I’ve mentioned this topic before, but in the abstract. I’m going to be a little more personal this time. When I first introduce a character, even a minor character, I try to think of one or two things about their appearance that can convey to the reader what I think is important to the story. As a reader, I like to know if a character is dark-haired or blond, but I sometimes wait on that detail so that I can use others that are more relevant. After all, if the character is blond but the reader persists in thinking of her as brunette, that’s fine with me. Again, as a reader, I dislike and even resent efforts to tell me what the character looks like. I won’t read illustrated books, like the revisited Harry Potters, because I have my own picture of the characters and scenes in my mind. I assume the same for my readers. So I think detailed descriptions of a character are a waste of time.

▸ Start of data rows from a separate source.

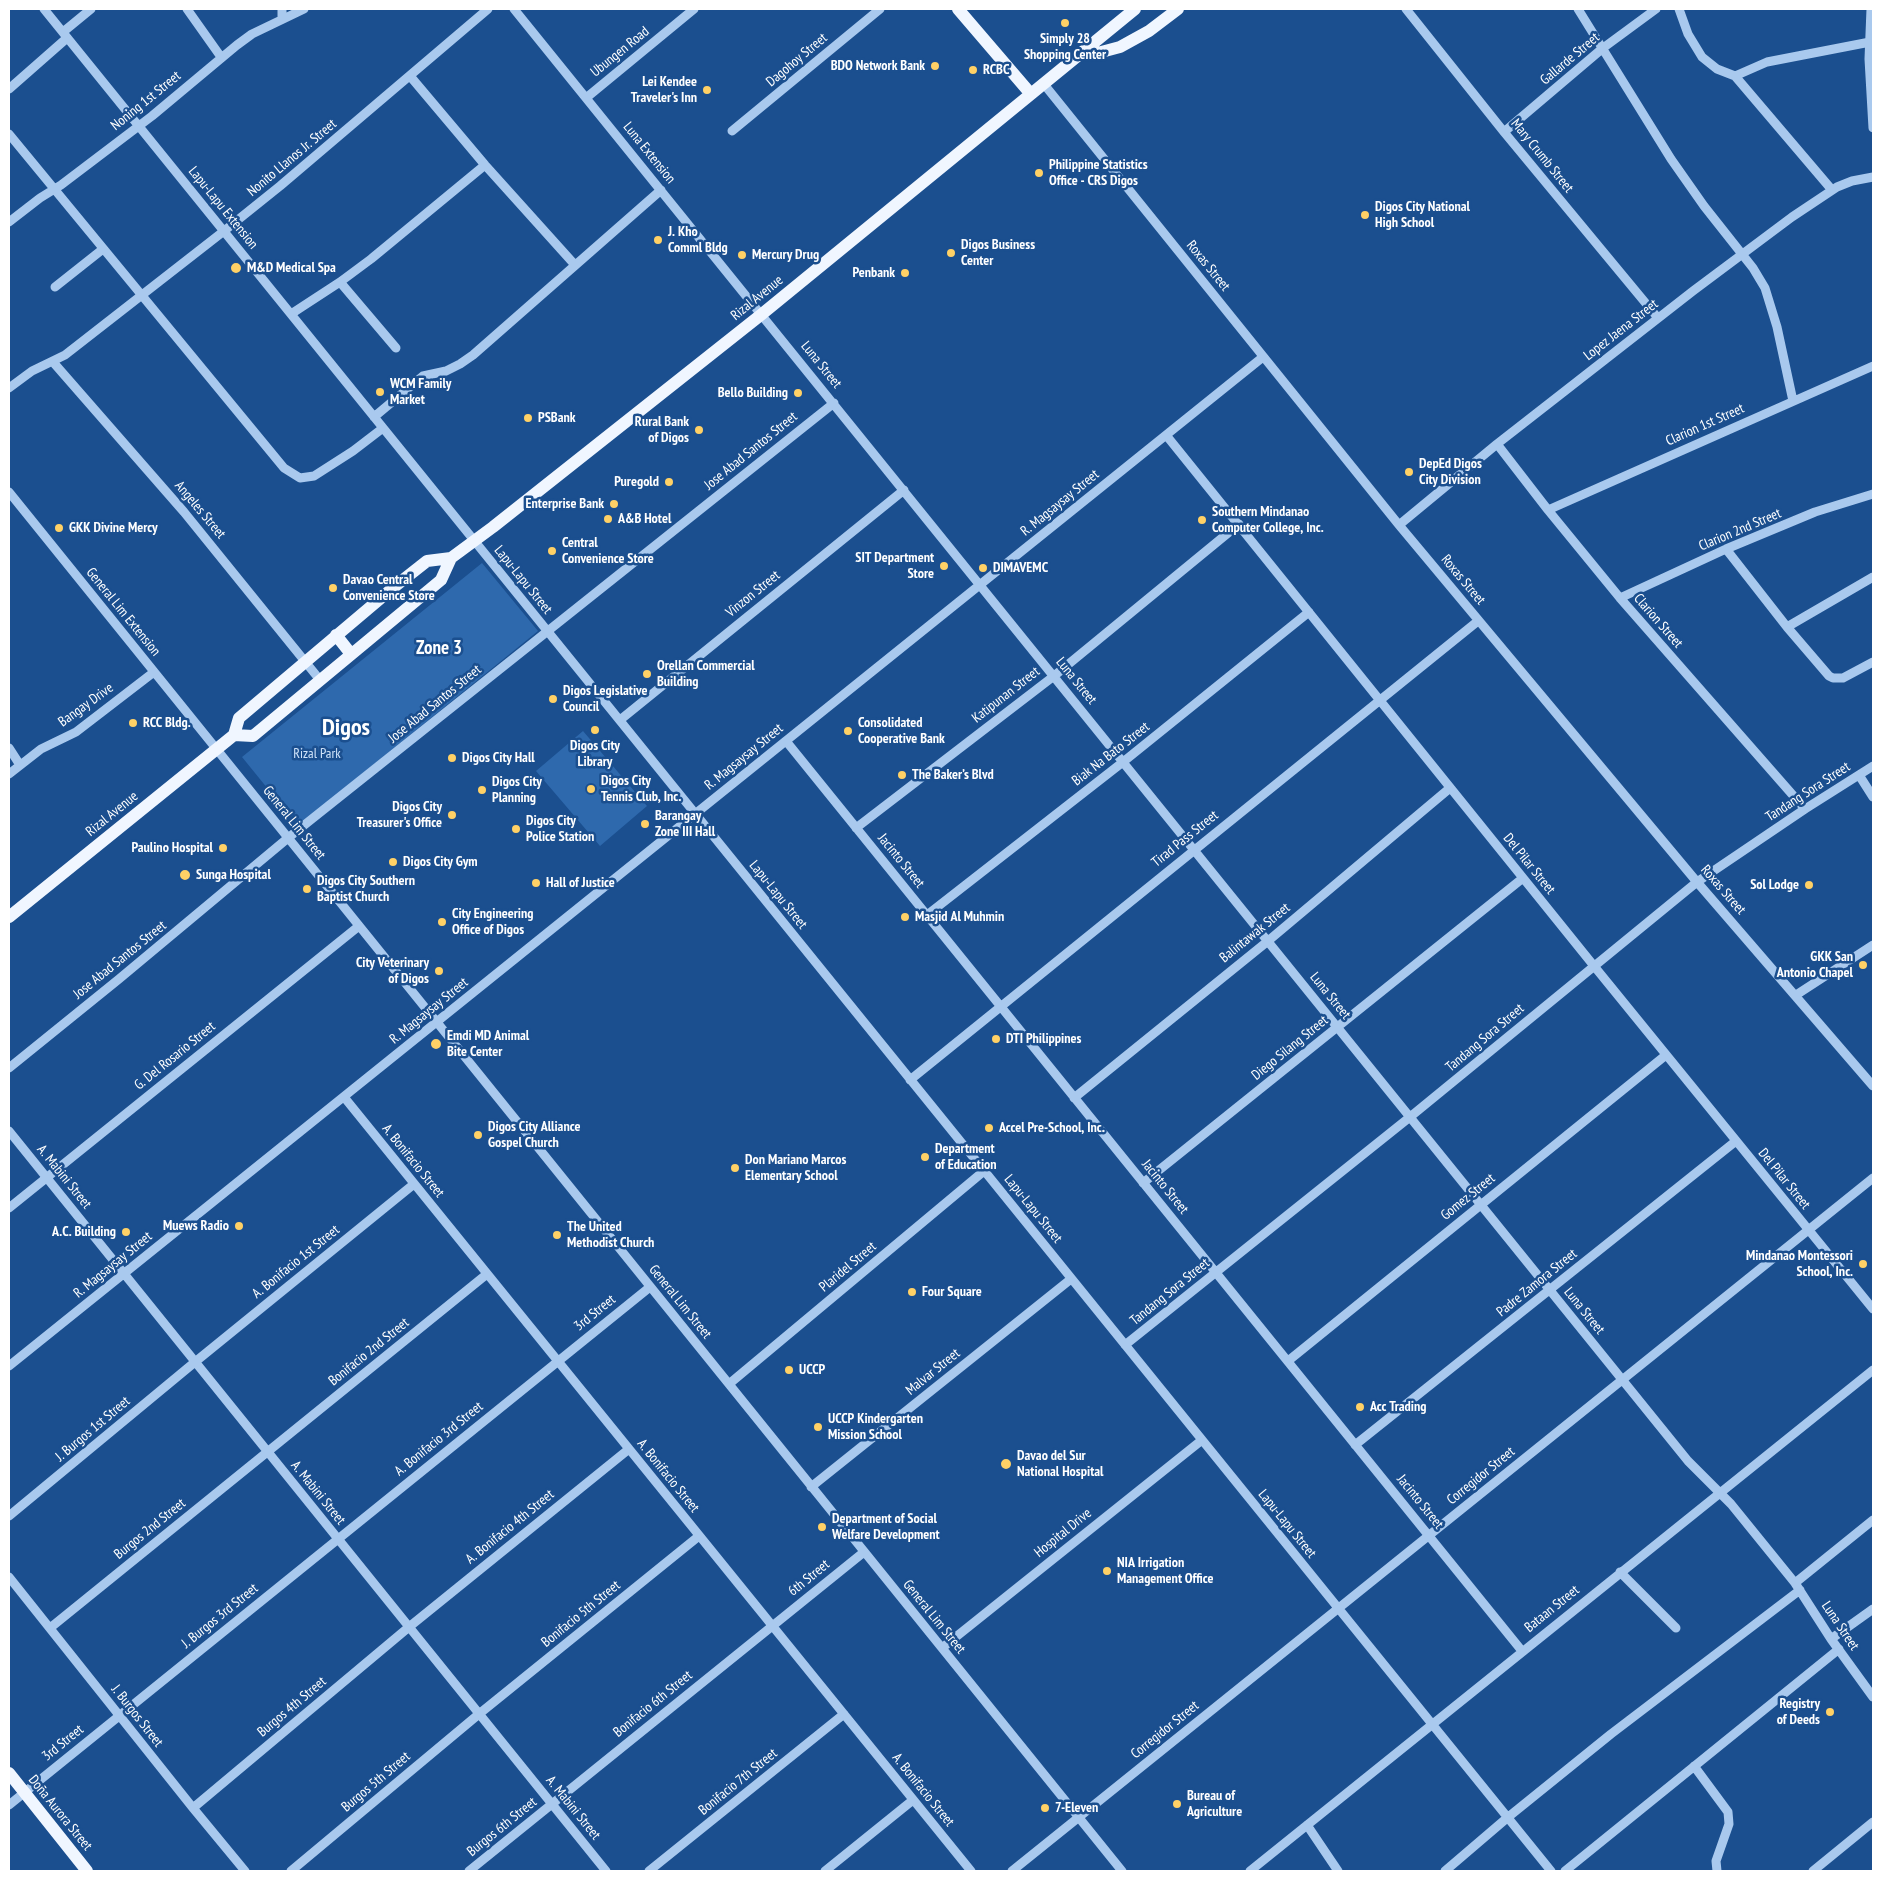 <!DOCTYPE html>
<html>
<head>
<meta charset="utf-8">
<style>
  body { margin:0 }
  #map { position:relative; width:1882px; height:1880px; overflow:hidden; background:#1b4f8f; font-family:"PT Sans Narrow",sans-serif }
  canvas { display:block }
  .frame { position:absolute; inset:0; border:10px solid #fff; pointer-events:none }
</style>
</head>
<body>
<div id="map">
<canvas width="1882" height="1880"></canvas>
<div class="frame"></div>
</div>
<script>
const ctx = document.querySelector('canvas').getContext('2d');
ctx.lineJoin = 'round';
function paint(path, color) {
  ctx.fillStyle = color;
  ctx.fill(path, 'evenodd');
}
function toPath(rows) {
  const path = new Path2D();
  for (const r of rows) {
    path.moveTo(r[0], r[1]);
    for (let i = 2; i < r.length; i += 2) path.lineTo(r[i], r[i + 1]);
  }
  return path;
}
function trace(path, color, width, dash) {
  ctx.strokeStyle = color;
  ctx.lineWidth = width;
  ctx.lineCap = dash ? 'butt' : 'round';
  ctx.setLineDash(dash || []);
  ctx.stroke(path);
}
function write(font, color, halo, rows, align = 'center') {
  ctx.font = font + ' "PT Sans Narrow",sans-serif';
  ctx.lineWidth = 5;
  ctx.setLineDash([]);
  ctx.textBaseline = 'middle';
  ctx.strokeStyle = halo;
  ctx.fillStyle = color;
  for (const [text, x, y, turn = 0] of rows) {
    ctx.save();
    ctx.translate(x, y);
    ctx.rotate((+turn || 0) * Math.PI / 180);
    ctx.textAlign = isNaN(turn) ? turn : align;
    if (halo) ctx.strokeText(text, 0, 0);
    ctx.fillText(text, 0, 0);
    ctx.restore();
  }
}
const green = toPath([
  [482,563,538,631,298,826,242,757],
  [583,731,647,806,600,846,536,771]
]);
const minor = toPath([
  [44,9,1551,1871],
  [187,9,221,57],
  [282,9,282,19],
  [514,9,1688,1461,1731,1504,1795,1583,1831,1639,1873,1697],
  [1406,9,1504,132,1658,318],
  [1578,9,1671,159,1704,206,1753,268,1765,288,1777,327,1793,401],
  [1679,9,1688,34,1702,57,1717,69,1735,76,1832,190],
  [1871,9,1869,59,1873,128],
  [63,32,91,9],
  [410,76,485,165,575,265],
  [1735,76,1767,62,1870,42],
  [1043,83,1399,525,1697,882,1873,1086],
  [9,89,67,38],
  [586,98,694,9],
  [732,131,880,9],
  [1504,132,1603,48,1656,9],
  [9,134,284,468,300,478,314,476,353,451,383,428],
  [9,222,40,198,61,185,152,116,237,45,252,34,304,9],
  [340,282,396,348],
  [55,287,103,249],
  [291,314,340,282,371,259,485,165],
  [53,362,184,512,320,680],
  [9,388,32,371,65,355,224,231,280,186,488,9],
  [374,417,423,376,446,371,460,364,473,355,661,190],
  [1166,435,1594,966,1873,1309],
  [1497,444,1548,510,1620,598,1805,809],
  [9,492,1122,1871],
  [1548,510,1873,366],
  [1399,525,1497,444,1693,291,1792,217,1837,187,1852,181,1873,177],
  [1726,549,1787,627,1829,676,1833,678,1843,678,1873,662],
  [1620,598,1726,549,1815,512,1873,494],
  [1787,627,1873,577],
  [620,720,904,490],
  [786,741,1522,1651],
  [9,748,20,765],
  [9,774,41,749,76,732,154,672],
  [1859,775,1873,797],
  [856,828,1054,676,1239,524],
  [927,915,1123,762,1309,612],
  [1796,995,1873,945],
  [9,1068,119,979,288,838,834,403],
  [910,1080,1478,621],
  [344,1097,971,1871],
  [1074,1098,1268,941,1450,788],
  [9,1131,606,1871],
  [1143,1183,1523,878],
  [9,1208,359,926],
  [1125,1345,1410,1117,1697,882,1805,809,1873,766],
  [1288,1361,1666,1055],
  [9,1366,1263,357],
  [729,1384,984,1171],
  [1355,1445,1736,1141],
  [811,1487,1071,1279],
  [9,1516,195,1362,414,1184],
  [1620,1572,1676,1628],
  [9,1577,193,1808,245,1871],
  [1795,1583,1873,1520],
  [50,1628,487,1274],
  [1831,1639,1873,1609],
  [942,1648,1202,1440],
  [1694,1766,1728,1812,1729,1824,1716,1861,1717,1871],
  [9,1805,650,1287],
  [193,1808,409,1627,629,1449],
  [1307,1825,1338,1871],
  [291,1871,479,1714,699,1536],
  [469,1871,864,1552],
  [649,1871,844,1714],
  [825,1871,913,1800],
  [1012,1871,1873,1178],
  [1250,1871,1873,1370],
  [1445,1871,1507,1818,1611,1734,1800,1590],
  [1565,1871,1839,1649],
  [1813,1871,1873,1822]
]);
const major = toPath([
  [958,9,1030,93],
  [1077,55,1090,55,1120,47,1149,31,1178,9],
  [336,635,351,654],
  [234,735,253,736,441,580,451,558,493,527,762,314,1135,9],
  [9,917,234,735,239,718,394,587,427,561,451,558],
  [9,1773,87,1871]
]);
const markers = [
  [1065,23,5,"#ffd166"],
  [935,66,5,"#ffd166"],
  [973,70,5,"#ffd166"],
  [707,90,5,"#ffd166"],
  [1039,173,5,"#ffd166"],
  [1365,215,5,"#ffd166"],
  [658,240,5,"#ffd166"],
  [951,253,5,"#ffd166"],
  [742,255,5,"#ffd166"],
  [236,268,6,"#ffd166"],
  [905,273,5,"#ffd166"],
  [380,392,5,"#ffd166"],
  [798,393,5,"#ffd166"],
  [528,418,5,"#ffd166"],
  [699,430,5,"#ffd166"],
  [1409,472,5,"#ffd166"],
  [669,482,5,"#ffd166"],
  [614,504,5,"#ffd166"],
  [608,519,5,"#ffd166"],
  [1202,520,5,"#ffd166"],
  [59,528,5,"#ffd166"],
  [552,551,5,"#ffd166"],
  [944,566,5,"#ffd166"],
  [983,568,5,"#ffd166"],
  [333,588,5,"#ffd166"],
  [647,674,5,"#ffd166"],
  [553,699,5,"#ffd166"],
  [133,723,5,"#ffd166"],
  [595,730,5,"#ffd166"],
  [848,731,5,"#ffd166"],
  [452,758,5,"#ffd166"],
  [902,775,5,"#ffd166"],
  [591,789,5,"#ffd166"],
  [482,790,5,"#ffd166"],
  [452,815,5,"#ffd166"],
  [645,824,5,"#ffd166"],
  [516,829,5,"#ffd166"],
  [223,848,5,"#ffd166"],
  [393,862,5,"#ffd166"],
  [185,875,6,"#ffd166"],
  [536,883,5,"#ffd166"],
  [1809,885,5,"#ffd166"],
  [307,889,5,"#ffd166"],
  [905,917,5,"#ffd166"],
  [442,922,5,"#ffd166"],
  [1863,965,5,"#ffd166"],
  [439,971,5,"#ffd166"],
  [996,1039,5,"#ffd166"],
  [436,1044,6,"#ffd166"],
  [989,1128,5,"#ffd166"],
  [478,1135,5,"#ffd166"],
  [925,1157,5,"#ffd166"],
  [735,1168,5,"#ffd166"],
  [239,1226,5,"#ffd166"],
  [126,1232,5,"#ffd166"],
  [557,1235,5,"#ffd166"],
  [1863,1264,5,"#ffd166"],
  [912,1292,5,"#ffd166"],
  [789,1370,5,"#ffd166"],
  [1360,1407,5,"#ffd166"],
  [818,1427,5,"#ffd166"],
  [1006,1464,6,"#ffd166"],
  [822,1527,5,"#ffd166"],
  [1107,1571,5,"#ffd166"],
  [1830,1712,5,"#ffd166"],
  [1177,1804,5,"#ffd166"],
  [1045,1808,5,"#ffd166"]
];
const poiNames = [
  ["Simply 28",1065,39,"center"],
  ["Shopping Center",1065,55,"center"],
  ["BDO Network Bank",925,66,"right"],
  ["RCBC",983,70],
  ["Lei Kendee",697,82,"right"],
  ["Traveler's Inn",697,98,"right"],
  ["Philippine Statistics",1049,165],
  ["Office - CRS Digos",1049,181],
  ["Digos City National",1375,207],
  ["High School",1375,223],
  ["J. Kho",668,232],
  ["Comml Bldg",668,248],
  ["Digos Business",961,245],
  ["Center",961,261],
  ["Mercury Drug",752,255],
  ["M&D Medical Spa",247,268],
  ["Penbank",895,273,"right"],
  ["WCM Family",390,384],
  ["Market",390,400],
  ["Bello Building",788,393,"right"],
  ["PSBank",538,418],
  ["Rural Bank",689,422,"right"],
  ["of Digos",689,438,"right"],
  ["DepEd Digos",1419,464],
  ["City Division",1419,480],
  ["Puregold",659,482,"right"],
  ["Enterprise Bank",604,504,"right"],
  ["Southern Mindanao",1212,512],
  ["Computer College, Inc.",1212,528],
  ["A&B Hotel",618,519],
  ["GKK Divine Mercy",69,528],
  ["Central",562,543],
  ["Convenience Store",562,559],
  ["SIT Department",934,558,"right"],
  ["Store",934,574,"right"],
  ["DIMAVEMC",993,568],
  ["Davao Central",343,580],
  ["Convenience Store",343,596],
  ["Orellan Commercial",657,666],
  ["Building",657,682],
  ["Digos Legislative",563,691],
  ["Council",563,707],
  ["RCC Bldg.",143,723],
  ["Consolidated",858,723],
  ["Cooperative Bank",858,739],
  ["Digos City",595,746,"center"],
  ["Library",595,762,"center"],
  ["Digos City Hall",462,758],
  ["The Baker’s Blvd",912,775],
  ["Digos City",601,781],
  ["Tennis Club, Inc.",601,797],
  ["Digos City",492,782],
  ["Planning",492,798],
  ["Digos City",442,807,"right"],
  ["Treasurer's Office",442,823,"right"],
  ["Barangay",655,816],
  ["Zone III Hall",655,832],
  ["Digos City",526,821],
  ["Police Station",526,837],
  ["Paulino Hospital",213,848,"right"],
  ["Digos City Gym",403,862],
  ["Sunga Hospital",196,875],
  ["Digos City Southern",317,881],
  ["Baptist Church",317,897],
  ["Hall of Justice",546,883],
  ["Sol Lodge",1799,885,"right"],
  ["City Engineering",452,914],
  ["Office of Digos",452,930],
  ["Masjid Al Muhmin",915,917],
  ["GKK San",1853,957,"right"],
  ["Antonio Chapel",1853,973,"right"],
  ["City Veterinary",429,963,"right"],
  ["of Digos",429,979,"right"],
  ["Emdi MD Animal",447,1036],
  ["Bite Center",447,1052],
  ["DTI Philippines",1006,1039],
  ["Digos City Alliance",488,1127],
  ["Gospel Church",488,1143],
  ["Accel Pre-School, Inc.",999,1128],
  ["Department",935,1149],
  ["of Education",935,1165],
  ["Don Mariano Marcos",745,1160],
  ["Elementary School",745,1176],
  ["Muews Radio",229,1226,"right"],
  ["The United",567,1227],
  ["Methodist Church",567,1243],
  ["A.C. Building",116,1232,"right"],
  ["Mindanao Montessori",1853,1256,"right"],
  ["School, Inc.",1853,1272,"right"],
  ["Four Square",922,1292],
  ["UCCP",799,1370],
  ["Acc Trading",1370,1407],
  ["UCCP Kindergarten",828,1419],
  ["Mission School",828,1435],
  ["Davao del Sur",1017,1456],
  ["National Hospital",1017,1472],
  ["Department of Social",832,1519],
  ["Welfare Development",832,1535],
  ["NIA Irrigation",1117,1563],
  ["Management Office",1117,1579],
  ["Registry",1820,1704,"right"],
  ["of Deeds",1820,1720,"right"],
  ["Bureau of",1187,1796],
  ["Agriculture",1187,1812],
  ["7-Eleven",1055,1808]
];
const streetNames = [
  ["Ubungen Road",620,52,-39],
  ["Gallarde Street",1570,59,-40],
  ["Dagohoy Street",797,60,-40],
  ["Noning 1st Street",146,101,-39],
  ["Luna Extension",649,153,51],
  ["Mary Crumb Street",1542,156,51],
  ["Nonito Llanos Jr. Street",292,158,-40],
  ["Lapu-Lapu Extension",223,208,51],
  ["Roxas Street",1208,266,51],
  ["Rizal Avenue",757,298,-39],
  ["Lopez Jaena Street",1621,330,-38],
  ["Luna Street",821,365,51],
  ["Clarion 1st Street",1705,425,-24],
  ["Jose Abad Santos Street",751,451,-39],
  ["R. Magsaysay Street",1060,503,-39],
  ["Angeles Street",200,510,50],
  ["Clarion 2nd Street",1740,530,-23],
  ["Lapu-Lapu Street",523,580,51],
  ["Roxas Street",1463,580,50],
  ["Vinzon Street",753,594,-39],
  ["General Lim Extension",123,612,51],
  ["Clarion Street",1658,621,49],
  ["Luna Street",1076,681,51],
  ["Katipunan Street",1006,695,-38],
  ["Jose Abad Santos Street",435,704,-39],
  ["Bangay Drive",86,705,-36],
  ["Biak Na Bato Street",1111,754,-38],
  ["R. Magsaysay Street",744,757,-39],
  ["Tandang Sora Street",1808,792,-33],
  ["Rizal Avenue",112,814,-39],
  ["General Lim Street",294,823,51],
  ["Tirad Pass Street",1185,839,-39],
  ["Jacinto Street",901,861,51],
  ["Del Pilar Street",1529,864,51],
  ["Roxas Street",1723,890,49],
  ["Lapu-Lapu Street",778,895,51],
  ["Balintawak Street",1255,933,-39],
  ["Jose Abad Santos Street",120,960,-39],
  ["Luna Street",1330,996,51],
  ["R. Magsaysay Street",429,1011,-39],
  ["Tandang Sora Street",1485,1038,-40],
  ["Diego Silang Street",1290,1048,-39],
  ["G. Del Rosario Street",175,1056,-39],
  ["A. Bonifacio Street",413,1161,51],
  ["A. Mabini Street",64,1177,51],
  ["Del Pilar Street",1784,1179,51],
  ["Jacinto Street",1165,1187,51],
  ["Gomez Street",1468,1197,-39],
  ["Lapu-Lapu Street",1033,1209,51],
  ["A. Bonifacio 1st Street",296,1262,-39],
  ["R. Magsaysay Street",113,1265,-39],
  ["Plaridel Street",848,1267,-40],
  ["Padre Zamora Street",1537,1283,-39],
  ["Tandang Sora Street",1170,1292,-39],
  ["General Lim Street",680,1302,51],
  ["Luna Street",1584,1311,51],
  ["3rd Street",595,1313,-39],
  ["Bonifacio 2nd Street",369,1352,-39],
  ["Malvar Street",933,1372,-39],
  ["J. Burgos 1st Street",93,1429,-40],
  ["A. Bonifacio 3rd Street",439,1439,-39],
  ["A. Bonifacio Street",668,1476,51],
  ["Corregidor Street",1481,1476,-39],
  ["A. Mabini Street",318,1493,51],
  ["Jacinto Street",1420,1502,51],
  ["Lapu-Lapu Street",1287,1524,51],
  ["A. Bonifacio 4th Street",510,1527,-39],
  ["Burgos 2nd Street",150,1529,-39],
  ["Hospital Drive",1063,1533,-39],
  ["6th Street",809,1578,-39],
  ["Bataan Street",1552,1609,-39],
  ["Bonifacio 5th Street",581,1614,-39],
  ["J. Burgos 3rd Street",220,1616,-39],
  ["General Lim Street",934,1617,51],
  ["Luna Street",1840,1626,56],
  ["Bonifacio 6th Street",653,1704,-39],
  ["Burgos 4th Street",292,1707,-40],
  ["J. Burgos Street",137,1716,52],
  ["Corregidor Street",1165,1730,-39],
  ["3rd Street",63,1743,-39],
  ["Burgos 5th Street",376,1782,-40],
  ["Bonifacio 7th Street",738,1782,-39],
  ["A. Bonifacio Street",923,1790,51],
  ["A. Mabini Street",573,1808,51],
  ["Doña Aurora Street",60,1813,51],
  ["Burgos 6th Street",502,1827,-39]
];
const parkNames = [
  ["Rizal Park",317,754]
];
const districtNames = [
  ["Zone 3",439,649]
];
const townNames = [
  ["Digos",346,728]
];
paint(green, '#2e69ad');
trace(minor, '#a9c9ee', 9);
trace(major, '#f0f6ff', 12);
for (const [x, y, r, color] of markers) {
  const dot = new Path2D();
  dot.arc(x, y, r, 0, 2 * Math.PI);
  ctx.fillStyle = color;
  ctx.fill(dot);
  trace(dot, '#1b4f8f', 2);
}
write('bold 14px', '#fff', '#1b4f8f', poiNames, 'left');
write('14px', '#fff', '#1b4f8f', streetNames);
write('14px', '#cfe3fa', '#1b4f8f', parkNames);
write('bold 19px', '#fff', '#1b4f8f', districtNames);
write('bold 24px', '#fff', '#1b4f8f', townNames);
</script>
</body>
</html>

With this in mind, I was pleased to find this quote from Stephen King in a blog post in The Non-Fiction Novelist, titled How Readers are Cheated Out of their Imaginations ~

“I’m not particularly keen on writing which exhaustively describes the physical characteristics of the people in the story and what they’re wearing (I find wardrobe inventory particularly irritating; if I want to read descriptions of clothes, I can always get a J. Crew catalogue). I can’t remember many cases where I felt I had to describe what the people in a story of mine looked like – I’d rather let the reader supply the faces, the builds, and the clothing as well. If I tell you that Carrie White is a high school outcast with a bad complexion and a fashion-victim wardrobe, I think you can do the rest, can’t you? I don’t need to give you a pimple-by-pimple, skirt-by-skirt rundown. We all remember one or more high school losers, after all; if I describe mine, it freezes out yours, and I lose a little bit of the bond of understanding I want to forge between us. Description begins in the writer’s imagination, but should finish in the reader’s.”

The rest of the post is equally good, and contains a beautiful description of Ford F-150s.